## Directions for this task
For the listing below, report all lines that hold the word "translate".

━━━ Exercise data

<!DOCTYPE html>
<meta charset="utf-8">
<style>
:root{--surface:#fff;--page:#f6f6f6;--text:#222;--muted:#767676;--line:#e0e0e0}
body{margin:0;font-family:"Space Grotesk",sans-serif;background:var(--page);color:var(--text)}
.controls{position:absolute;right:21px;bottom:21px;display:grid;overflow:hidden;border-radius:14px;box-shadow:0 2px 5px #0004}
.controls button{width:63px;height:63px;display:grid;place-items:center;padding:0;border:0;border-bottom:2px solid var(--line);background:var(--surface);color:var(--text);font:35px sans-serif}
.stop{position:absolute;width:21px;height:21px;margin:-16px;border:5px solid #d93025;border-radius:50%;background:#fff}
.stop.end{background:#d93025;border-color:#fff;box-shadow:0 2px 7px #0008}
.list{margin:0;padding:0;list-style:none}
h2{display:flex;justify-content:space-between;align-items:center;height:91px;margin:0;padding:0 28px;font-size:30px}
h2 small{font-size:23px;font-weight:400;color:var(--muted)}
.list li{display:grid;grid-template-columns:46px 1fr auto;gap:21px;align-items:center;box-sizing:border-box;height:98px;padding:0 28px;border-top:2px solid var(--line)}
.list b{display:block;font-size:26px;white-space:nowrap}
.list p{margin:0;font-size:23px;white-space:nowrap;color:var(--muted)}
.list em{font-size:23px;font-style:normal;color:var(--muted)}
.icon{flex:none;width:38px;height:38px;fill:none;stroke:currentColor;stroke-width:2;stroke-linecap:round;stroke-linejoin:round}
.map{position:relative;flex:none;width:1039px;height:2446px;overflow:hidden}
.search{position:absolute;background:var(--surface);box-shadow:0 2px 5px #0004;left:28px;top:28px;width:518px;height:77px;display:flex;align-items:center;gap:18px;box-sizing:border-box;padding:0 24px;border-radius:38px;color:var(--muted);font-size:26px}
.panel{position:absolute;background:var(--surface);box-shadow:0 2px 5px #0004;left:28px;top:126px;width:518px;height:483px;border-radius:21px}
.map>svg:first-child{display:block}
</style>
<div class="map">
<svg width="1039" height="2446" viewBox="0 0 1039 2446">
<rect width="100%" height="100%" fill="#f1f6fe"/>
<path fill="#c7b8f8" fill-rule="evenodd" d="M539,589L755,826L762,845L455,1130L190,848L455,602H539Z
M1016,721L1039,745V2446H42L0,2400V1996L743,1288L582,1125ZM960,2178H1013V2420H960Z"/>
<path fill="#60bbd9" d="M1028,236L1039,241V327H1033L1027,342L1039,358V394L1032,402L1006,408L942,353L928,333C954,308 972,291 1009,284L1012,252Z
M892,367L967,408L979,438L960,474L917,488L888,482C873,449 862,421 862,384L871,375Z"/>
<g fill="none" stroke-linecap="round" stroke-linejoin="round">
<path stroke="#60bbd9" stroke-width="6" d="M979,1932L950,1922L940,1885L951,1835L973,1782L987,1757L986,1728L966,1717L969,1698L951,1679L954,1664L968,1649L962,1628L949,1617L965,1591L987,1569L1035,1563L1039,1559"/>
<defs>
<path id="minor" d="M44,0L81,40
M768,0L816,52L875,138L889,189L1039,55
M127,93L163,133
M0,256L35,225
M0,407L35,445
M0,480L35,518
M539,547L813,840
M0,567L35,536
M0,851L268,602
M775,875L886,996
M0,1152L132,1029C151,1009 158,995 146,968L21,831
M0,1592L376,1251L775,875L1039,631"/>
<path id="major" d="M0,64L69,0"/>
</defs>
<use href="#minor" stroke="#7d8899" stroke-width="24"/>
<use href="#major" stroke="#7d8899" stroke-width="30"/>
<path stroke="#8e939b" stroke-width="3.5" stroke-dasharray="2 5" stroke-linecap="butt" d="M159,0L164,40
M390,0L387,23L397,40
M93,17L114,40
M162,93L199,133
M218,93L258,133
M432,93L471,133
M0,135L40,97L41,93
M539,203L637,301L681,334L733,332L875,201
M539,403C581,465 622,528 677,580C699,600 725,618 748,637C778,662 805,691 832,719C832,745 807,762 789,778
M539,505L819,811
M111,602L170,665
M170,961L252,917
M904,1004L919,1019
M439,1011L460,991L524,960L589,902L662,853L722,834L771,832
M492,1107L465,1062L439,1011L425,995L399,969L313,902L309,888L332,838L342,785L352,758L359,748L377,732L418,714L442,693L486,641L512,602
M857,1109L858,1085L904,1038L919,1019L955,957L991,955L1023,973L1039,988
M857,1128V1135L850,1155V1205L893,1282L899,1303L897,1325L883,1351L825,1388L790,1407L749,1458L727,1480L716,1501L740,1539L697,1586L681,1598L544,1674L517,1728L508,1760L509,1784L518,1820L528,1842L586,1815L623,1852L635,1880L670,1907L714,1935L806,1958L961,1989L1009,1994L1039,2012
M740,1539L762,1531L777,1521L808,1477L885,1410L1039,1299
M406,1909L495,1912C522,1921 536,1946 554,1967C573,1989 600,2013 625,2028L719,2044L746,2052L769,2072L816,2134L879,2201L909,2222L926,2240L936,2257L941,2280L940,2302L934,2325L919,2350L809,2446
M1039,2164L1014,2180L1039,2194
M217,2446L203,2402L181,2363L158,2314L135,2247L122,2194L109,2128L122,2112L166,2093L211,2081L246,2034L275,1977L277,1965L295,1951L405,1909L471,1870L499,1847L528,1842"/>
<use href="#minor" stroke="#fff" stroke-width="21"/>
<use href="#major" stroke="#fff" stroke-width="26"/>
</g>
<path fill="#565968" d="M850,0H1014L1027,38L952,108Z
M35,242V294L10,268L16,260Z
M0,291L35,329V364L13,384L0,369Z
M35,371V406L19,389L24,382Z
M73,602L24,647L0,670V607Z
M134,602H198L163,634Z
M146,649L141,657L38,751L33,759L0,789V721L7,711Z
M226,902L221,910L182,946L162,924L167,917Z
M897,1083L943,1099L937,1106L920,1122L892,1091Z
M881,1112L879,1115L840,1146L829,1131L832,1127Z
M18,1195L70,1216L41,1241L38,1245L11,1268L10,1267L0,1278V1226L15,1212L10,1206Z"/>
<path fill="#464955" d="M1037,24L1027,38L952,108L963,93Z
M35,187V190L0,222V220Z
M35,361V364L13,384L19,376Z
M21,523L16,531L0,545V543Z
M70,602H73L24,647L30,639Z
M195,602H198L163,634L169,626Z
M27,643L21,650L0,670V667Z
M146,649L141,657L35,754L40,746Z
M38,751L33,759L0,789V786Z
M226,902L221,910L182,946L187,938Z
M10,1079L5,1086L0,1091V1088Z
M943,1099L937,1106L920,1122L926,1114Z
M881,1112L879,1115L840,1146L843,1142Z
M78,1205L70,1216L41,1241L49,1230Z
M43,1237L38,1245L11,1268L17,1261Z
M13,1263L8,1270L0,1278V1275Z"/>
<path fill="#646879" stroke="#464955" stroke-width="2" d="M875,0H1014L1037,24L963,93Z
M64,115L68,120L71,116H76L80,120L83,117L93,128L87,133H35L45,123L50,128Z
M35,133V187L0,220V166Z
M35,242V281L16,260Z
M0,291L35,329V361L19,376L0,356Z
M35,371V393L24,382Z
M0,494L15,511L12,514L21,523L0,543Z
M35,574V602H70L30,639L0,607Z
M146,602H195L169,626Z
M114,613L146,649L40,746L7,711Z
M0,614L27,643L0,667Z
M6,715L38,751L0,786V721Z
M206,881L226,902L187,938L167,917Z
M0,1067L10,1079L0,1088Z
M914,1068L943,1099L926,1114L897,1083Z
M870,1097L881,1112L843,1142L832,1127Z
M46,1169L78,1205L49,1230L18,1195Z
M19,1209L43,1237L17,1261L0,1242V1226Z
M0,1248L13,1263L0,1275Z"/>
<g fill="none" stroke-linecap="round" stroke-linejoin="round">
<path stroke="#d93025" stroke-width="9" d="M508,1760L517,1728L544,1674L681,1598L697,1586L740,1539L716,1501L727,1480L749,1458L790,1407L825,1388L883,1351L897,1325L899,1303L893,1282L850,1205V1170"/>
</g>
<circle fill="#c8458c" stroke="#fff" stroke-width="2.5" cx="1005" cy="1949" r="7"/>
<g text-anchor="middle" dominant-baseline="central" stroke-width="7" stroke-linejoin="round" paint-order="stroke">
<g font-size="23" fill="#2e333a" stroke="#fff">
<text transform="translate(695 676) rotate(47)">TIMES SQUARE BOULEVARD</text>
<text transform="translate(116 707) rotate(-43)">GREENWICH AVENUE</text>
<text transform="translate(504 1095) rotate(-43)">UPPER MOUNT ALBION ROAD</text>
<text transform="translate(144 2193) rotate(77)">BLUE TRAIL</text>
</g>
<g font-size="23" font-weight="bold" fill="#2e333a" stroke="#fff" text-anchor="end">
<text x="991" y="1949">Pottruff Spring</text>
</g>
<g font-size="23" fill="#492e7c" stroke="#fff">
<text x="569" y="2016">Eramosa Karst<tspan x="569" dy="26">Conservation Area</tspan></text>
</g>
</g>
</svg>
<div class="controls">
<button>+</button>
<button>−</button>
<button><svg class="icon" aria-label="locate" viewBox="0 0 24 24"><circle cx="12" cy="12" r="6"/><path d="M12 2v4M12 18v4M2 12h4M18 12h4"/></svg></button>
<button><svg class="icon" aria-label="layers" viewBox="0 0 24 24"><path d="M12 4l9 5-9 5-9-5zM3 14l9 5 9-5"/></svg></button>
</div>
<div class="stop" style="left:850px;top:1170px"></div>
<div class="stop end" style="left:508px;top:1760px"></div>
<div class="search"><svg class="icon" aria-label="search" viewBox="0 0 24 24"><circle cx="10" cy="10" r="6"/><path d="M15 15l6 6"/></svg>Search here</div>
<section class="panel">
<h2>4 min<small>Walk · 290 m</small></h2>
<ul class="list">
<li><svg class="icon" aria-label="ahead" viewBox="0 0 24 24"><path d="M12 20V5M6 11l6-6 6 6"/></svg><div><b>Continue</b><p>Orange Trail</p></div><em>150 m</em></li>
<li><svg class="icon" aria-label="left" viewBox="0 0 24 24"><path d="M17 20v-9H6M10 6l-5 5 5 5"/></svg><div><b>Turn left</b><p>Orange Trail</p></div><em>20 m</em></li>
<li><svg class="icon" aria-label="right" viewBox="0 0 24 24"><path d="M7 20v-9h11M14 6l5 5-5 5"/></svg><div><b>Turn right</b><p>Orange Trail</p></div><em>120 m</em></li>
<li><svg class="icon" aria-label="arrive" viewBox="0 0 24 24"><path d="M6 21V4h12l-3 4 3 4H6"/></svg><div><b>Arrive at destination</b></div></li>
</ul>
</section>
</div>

━━━━━━

## Output
<text transform="translate(695 676) rotate(47)">TIMES SQUARE BOULEVARD</text>
<text transform="translate(116 707) rotate(-43)">GREENWICH AVENUE</text>
<text transform="translate(504 1095) rotate(-43)">UPPER MOUNT ALBION ROAD</text>
<text transform="translate(144 2193) rotate(77)">BLUE TRAIL</text>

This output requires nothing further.